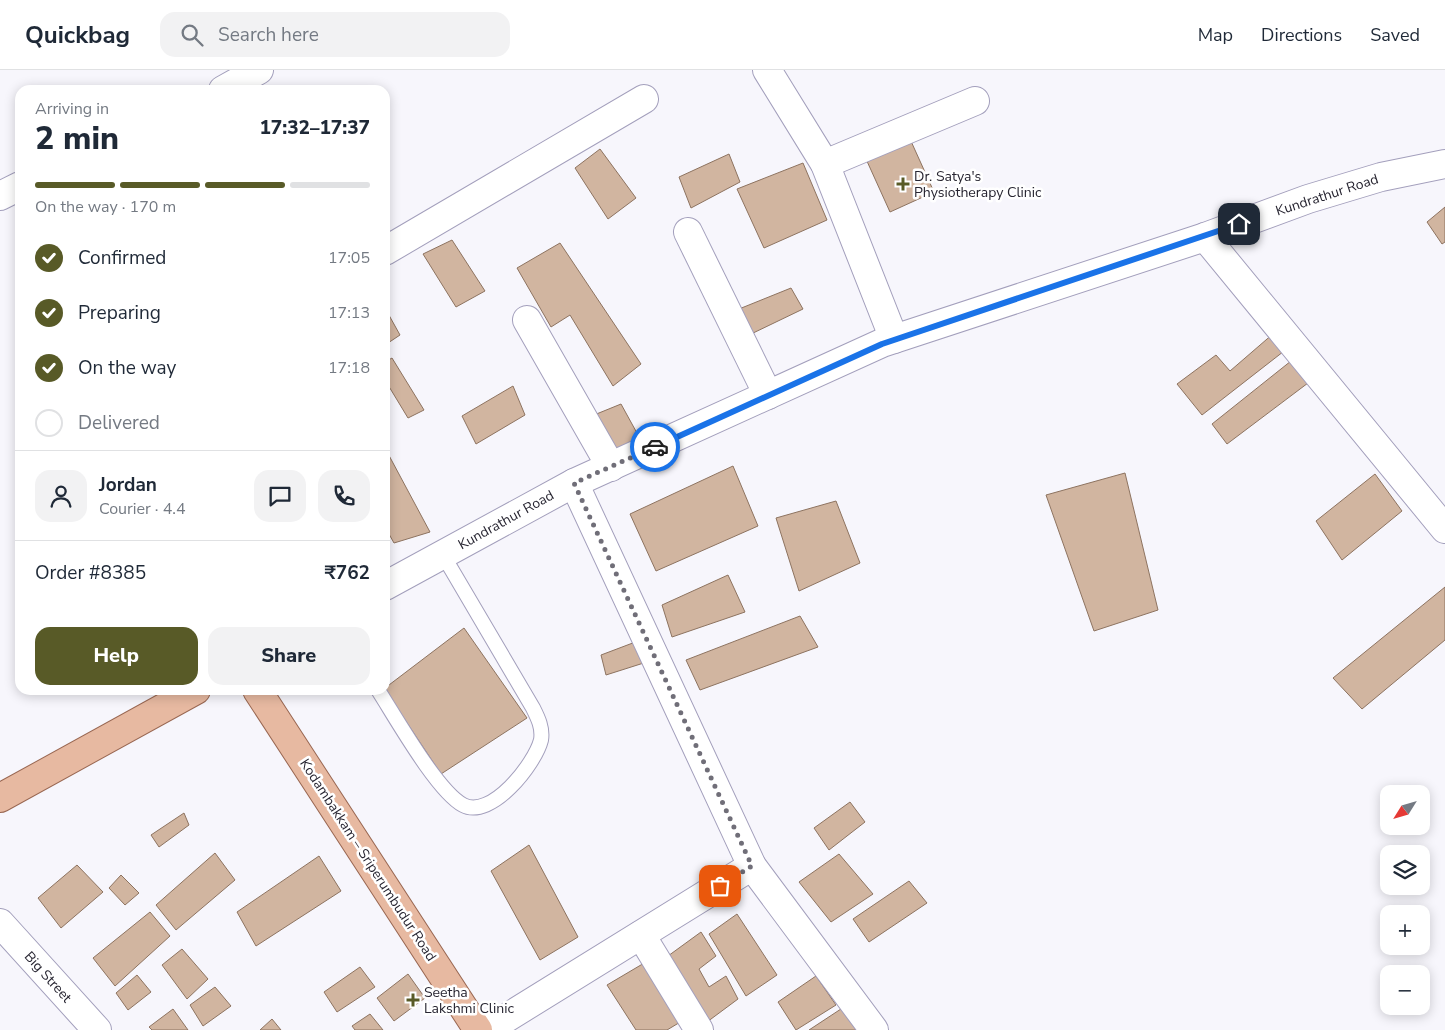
<!DOCTYPE html>
<meta charset="utf-8">
<style>
:root{--surface:#fff;--page:#f2f2f3;--text:#1f2937;--muted:#747a83;--line:#e0e1e3;--accent:#585a27}
body{margin:0;font-family:"Nunito Sans",sans-serif;background:var(--page);color:var(--text);height:100vh;display:flex;flex-direction:column;font-size:19px;white-space:nowrap}
*{box-sizing:border-box;margin:0}
p{font-size:16px;color:var(--muted)}
.icon{flex:none;width:28px;height:28px;fill:none;stroke:currentColor;stroke-width:2;stroke-linecap:round;stroke-linejoin:round}
.map{position:relative;flex:1;overflow:hidden}
.panel{position:absolute;left:15px;top:15px;width:375px;height:610px;display:flex;flex-direction:column;background:var(--surface);border-radius:15px;box-shadow:0 2px 12px #0003}
.panel>*{flex:none}
.needle{width:32px;rotate:233deg}
.fabs{position:absolute;left:1380px;top:715px;display:grid;gap:10px}
.fabs a{display:grid;place-items:center;width:50px;height:50px;border-radius:10px;background:var(--surface);box-shadow:0 2px 12px #0003;font-size:25px}
.pin{position:absolute;display:grid;place-items:center;width:42px;height:42px;color:#fff;margin:-21px;border-radius:10px;box-shadow:0 2px 8px #0006}
.courier{position:absolute;display:grid;place-items:center;width:50px;height:50px;margin:-25px;border:4px solid #1a73e8;border-radius:50%;background:#fff;color:#222;box-shadow:0 1px 6px #0007}
.summary em{font-style:normal;font-weight:800}
.summary div{display:flex;flex-direction:column-reverse}
.summary{display:flex;align-items:center;justify-content:space-between;height:85px;padding:0 20px}
h1{font-size:32px;font-weight:800;line-height:38px}
.bar{display:grid;grid-template-columns:repeat(4,1fr);gap:8px 5px;align-content:center;height:60px;padding:0 20px}
.bar i{height:6px;border-radius:4px;background:var(--line)}
.bar .selected{background:var(--accent)}
.bar p{grid-column:span 4}
.line{display:flex;align-items:center;gap:12px;padding:0 20px;border-top:1px solid var(--line)}
.line div{flex:1}
.round{display:grid;place-items:center;flex:none;width:52px;height:52px;border-radius:15px;background:var(--page)}
ol{padding:0 20px;list-style:none}
li{display:flex;align-items:center;gap:15px;height:55px}
li p{margin-inline-start:auto}
li .icon{padding:5px;border-radius:50%;background:var(--accent);color:#fff;stroke-width:4}
li:last-child{color:var(--muted)}
li i{width:28px;height:28px;border:2px solid var(--line);border-radius:50%}
.button{display:flex;gap:10px;margin-top:auto;padding:10px 20px}
.button a{flex:1;height:58px;border-radius:15px;background:var(--accent);color:#fff;font-size:20px;font-weight:800;line-height:58px;text-align:center}
.button a+a{background:var(--page);color:var(--text)}
header{display:flex;align-items:center;gap:30px;box-sizing:border-box;height:70px;padding:0 25px;background:var(--surface);border-bottom:1px solid var(--line)}
header strong{font-size:24px}
nav{display:flex;gap:28px;margin-inline-start:auto;font-size:18px}
.search{width:350px;height:45px;background:var(--page);display:flex;align-items:center;gap:12px;box-sizing:border-box;padding:0 18px;border-radius:15px;color:var(--muted);font-size:19px}
.map>svg:first-child{display:block}
.building{fill:#d1b5a0;stroke:#8d7360}
.lines{fill:none;stroke-linecap:round;stroke-linejoin:round}
.lane-casing{stroke:#a39fbc;stroke-width:16}
.street-casing{stroke:#a39fbc;stroke-width:30}
.secondary-casing{stroke:#a39fbc;stroke-width:30}
.primary-casing{stroke:#996752;stroke-width:30}
.lane{stroke:#fff;stroke-width:14}
.street{stroke:#fff;stroke-width:28}
.secondary{stroke:#fff;stroke-width:28}
.primary{stroke:#e7b9a1;stroke-width:28}
.done{stroke:#706e78;stroke-width:5;stroke-dasharray:0 9}
.route{stroke:#1a73e8;stroke-width:6}
.poi-dot{fill:#585a27;stroke:#fff;stroke-width:2}
.labels{text-anchor:middle;dominant-baseline:central;stroke-width:5;stroke-linejoin:round;paint-order:stroke}
.poi-label{font-size:14px;fill:#272531;stroke:#fff;text-anchor:start}
.street-label{font-size:14px;fill:#272531;stroke:#fff}
</style>
<header>
<strong>Quickbag</strong>
<div class="search"><svg class="icon" aria-label="search" viewBox="0 0 24 24"><circle cx="10" cy="10" r="6"/><path d="M15 15l6 6"/></svg>Search here</div>
<nav><a>Map</a><a>Directions</a><a>Saved</a></nav>
</header>
<div class="map">
<svg width="1445" height="960" viewBox="0 0 1445 960">
<rect width="100%" height="100%" fill="#f7f6fc"/>
<g class="building">
<polygon points="910,69 934,122 890,142 866,89"/>
<polygon points="600,79 636,128 608,149 575,98"/>
<polygon points="729,84 740,112 691,138 679,107"/>
<polygon points="803,93 827,150 764,178 737,119"/>
<polygon points="1445,137 1445,172 1442,174 1427,152"/>
<polygon points="452,170 485,221 456,237 423,184"/>
<polygon points="560,173 641,294 613,316 570,245 551,257 517,198"/>
<polygon points="791,218 803,239 749,265 739,239"/>
<polygon points="385,238 400,265 385,275"/>
<polygon points="1274,263 1288,278 1202,345 1177,314 1216,285 1230,301"/>
<polygon points="392,288 424,340 408,348 385,310 385,292"/>
<polygon points="1291,291 1308,313 1227,374 1212,354"/>
<polygon points="513,316 525,345 476,374 462,346"/>
<polygon points="621,334 643,374 614,387 594,345"/>
<polygon points="385,378 430,462 394,473 385,457"/>
<polygon points="733,396 758,456 656,501 630,444"/>
<polygon points="1125,403 1158,540 1094,561 1046,425"/>
<polygon points="1375,404 1402,441 1342,490 1316,451"/>
<polygon points="836,431 860,493 799,521 776,448"/>
<polygon points="728,505 745,542 672,567 662,535"/>
<polygon points="1445,517 1445,570 1362,639 1333,608"/>
<polygon points="800,546 818,577 700,620 686,590"/>
<polygon points="464,558 527,648 441,704 385,620 385,618"/>
<polygon points="638,571 650,591 606,605 601,585"/>
<polygon points="850,732 865,752 829,780 814,758"/>
<polygon points="184,743 189,755 159,777 151,765"/>
<polygon points="529,775 578,867 540,890 491,801"/>
<polygon points="215,783 235,810 176,860 156,835"/>
<polygon points="839,784 873,824 831,852 799,812"/>
<polygon points="319,786 341,821 256,876 237,842"/>
<polygon points="77,795 103,822 61,858 38,828"/>
<polygon points="121,805 139,823 125,835 109,818"/>
<polygon points="909,811 927,833 869,872 853,849"/>
<polygon points="150,842 170,866 115,916 93,888"/>
<polygon points="737,844 777,905 746,926 709,864"/>
<polygon points="701,862 716,886 699,899 709,917 726,906 738,929 707,952 668,886"/>
<polygon points="182,879 208,909 187,929 162,895"/>
<polygon points="651,889 687,948 667,960 636,960 607,915"/>
<polygon points="360,897 375,917 337,942 324,922"/>
<polygon points="408,904 425,928 394,951 377,928"/>
<polygon points="137,905 151,922 128,940 116,923"/>
<polygon points="816,906 836,935 796,960 778,932"/>
<polygon points="215,917 231,936 203,956 190,935"/>
<polygon points="847,935 864,960 809,960"/>
<polygon points="173,939 188,960 152,960 149,957"/>
<polygon points="370,944 383,960 355,960 352,956"/>
<polygon points="272,949 281,960 260,960"/>
</g>
<g class="lines">
<defs>
<path id="lane" d="M378 620C396 648 437 721 463 735 491 750 535 694 541 670 543 658 538 648 533 638L443 485"/>
<g id="street">
<polyline points="767,0 825,94 894,269"/>
<polyline points="223,20 259,0"/>
<polyline points="825,94 975,31"/>
<polyline points="0,126 20,116"/>
<polyline points="688,162 768,325"/>
<polyline points="1205,167 1445,459"/>
<polyline points="385,181 644,29"/>
<polyline points="527,250 611,397"/>
<polyline points="574,413 752,796 874,960"/>
<polyline points="0,853 97,960"/>
<polyline points="641,865 699,960"/>
<polyline points="487,960 752,796"/>
</g>
<polyline id="secondary" points="385,516 574,413 882,273 1205,167 1308,129 1381,107 1445,94"/>
<g id="primary">
<polyline points="257,620 478,960"/>
<polyline points="0,728 196,620"/>
</g>
</defs>
<use href="#lane" class="lane-casing"/>
<use href="#street" class="street-casing"/>
<use href="#secondary" class="secondary-casing"/>
<use href="#primary" class="primary-casing"/>
<use href="#lane" class="lane"/>
<use href="#street" class="street"/>
<use href="#secondary" class="secondary"/>
<use href="#primary" class="primary"/>
</g>
<g class="lines">
<polyline class="done" points="655,377 574,413 752,796 720,816"/>
<polyline class="route" points="655,377 882,274 1239,154"/>
</g>
<g class="poi-dot">
<path d="M900.5 106.5h5v5h5v5h-5v5h-5v-5h-5v-5h5z"/>
<path d="M410.5 922.5h5v5h5v5h-5v5h-5v-5h-5v-5h5z"/>
</g>
<g class="labels">
<g class="poi-label">
<text x="914" y="106">Dr. Satya's<tspan x="914" dy="16">Physiotherapy Clinic</tspan></text>
<text x="424" y="922">Seetha<tspan x="424" dy="16">Lakshmi Clinic</tspan></text>
</g>
<g class="street-label">
<text transform="translate(1327 125) rotate(-18)">Kundrathur Road</text>
<text transform="translate(506 450) rotate(-29)">Kundrathur Road</text>
<text transform="translate(368 790) rotate(57)">Kodambakkam – Sriperumbudur Road</text>
<text transform="translate(48 907) rotate(48)">Big Street</text>
</g>
</g>
</svg>
<div class="fabs">
<a><svg class="needle" viewBox="-14 -14 28 28"><path d="M0-13l5 13h-10z" fill="#e53935"/><path d="M0 13l5-13h-10z" fill="#747a83"/></svg></a>
<a><svg class="icon" aria-label="layers" viewBox="0 0 24 24"><path d="M12 4l9 5-9 5-9-5zM3 14l9 5 9-5"/></svg></a>
<a>+</a>
<a>−</a>
</div>
<div class="pin" style="left:720px;top:816px;background:#ea580c"><svg class="icon" aria-label="bag" viewBox="0 0 24 24"><path d="M5 8h14l-1 12H6zM9 8a3 3 0 0 1 6 0"/></svg></div>
<div class="pin" style="left:1239px;top:154px;background:#1f2937"><svg class="icon" aria-label="home" viewBox="0 0 24 24"><path d="M3 11l9-7 9 7M6 9v11h12V9"/></svg></div>
<div class="courier" style="left:655px;top:377px"><svg class="icon" aria-label="car" viewBox="0 0 24 24"><path d="M5 17H2v-5l4-1 3-4h7l3 4 3 1v5h-3M9 17h6M6 11h13"/><circle cx="7" cy="17" r="2"/><circle cx="17" cy="17" r="2"/></svg></div>
<section class="panel">
<div class="summary"><div><h1>2 min</h1><p>Arriving in</p></div><em>17:32–17:37</em></div>
<div class="bar"><i class="selected"></i><i class="selected"></i><i class="selected"></i><i></i><p>On the way · 170 m</p></div>
<ol>
<li><svg class="icon" aria-label="check" viewBox="0 0 24 24"><path d="M5 12l5 5 9-10"/></svg>Confirmed<p>17:05</p></li>
<li><svg class="icon" aria-label="check" viewBox="0 0 24 24"><path d="M5 12l5 5 9-10"/></svg>Preparing<p>17:13</p></li>
<li><svg class="icon" aria-label="check" viewBox="0 0 24 24"><path d="M5 12l5 5 9-10"/></svg>On the way<p>17:18</p></li>
<li><i></i>Delivered</li>
</ol>
<div class="line" style="height:90px"><a class="round"><svg class="icon" aria-label="person" viewBox="0 0 24 24"><circle cx="12" cy="8" r="4"/><path d="M4 21q1-7 8-7t8 7"/></svg></a><div><b>Jordan</b><p>Courier · 4.4</p></div><a class="round"><svg class="icon" aria-label="chat" viewBox="0 0 24 24"><path d="M4 5h16v11H9l-5 4z"/></svg></a><a class="round"><svg class="icon" aria-label="phone" viewBox="0 0 24 24"><path d="M5 4h4l2 5-3 2q2 4 5 5l2-3 5 2v4C11 20 4 13 5 4z"/></svg></a></div>
<div class="line" style="height:65px"><div>Order #8385</div><b>₹762</b></div>
<div class="button"><a>Help</a><a>Share</a></div>
</section>
</div>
══════
* [The problem] Which lines of the data contain the string "accent"? Copy each one.

* [Solution to the exercise]
:root{--surface:#fff;--page:#f2f2f3;--text:#1f2937;--muted:#747a83;--line:#e0e1e3;--accent:#585a27}
.bar .selected{background:var(--accent)}
li .icon{padding:5px;border-radius:50%;background:var(--accent);color:#fff;stroke-width:4}
.button a{flex:1;height:58px;border-radius:15px;background:var(--accent);color:#fff;font-size:20px;font-weight:800;line-height:58px;text-align:center}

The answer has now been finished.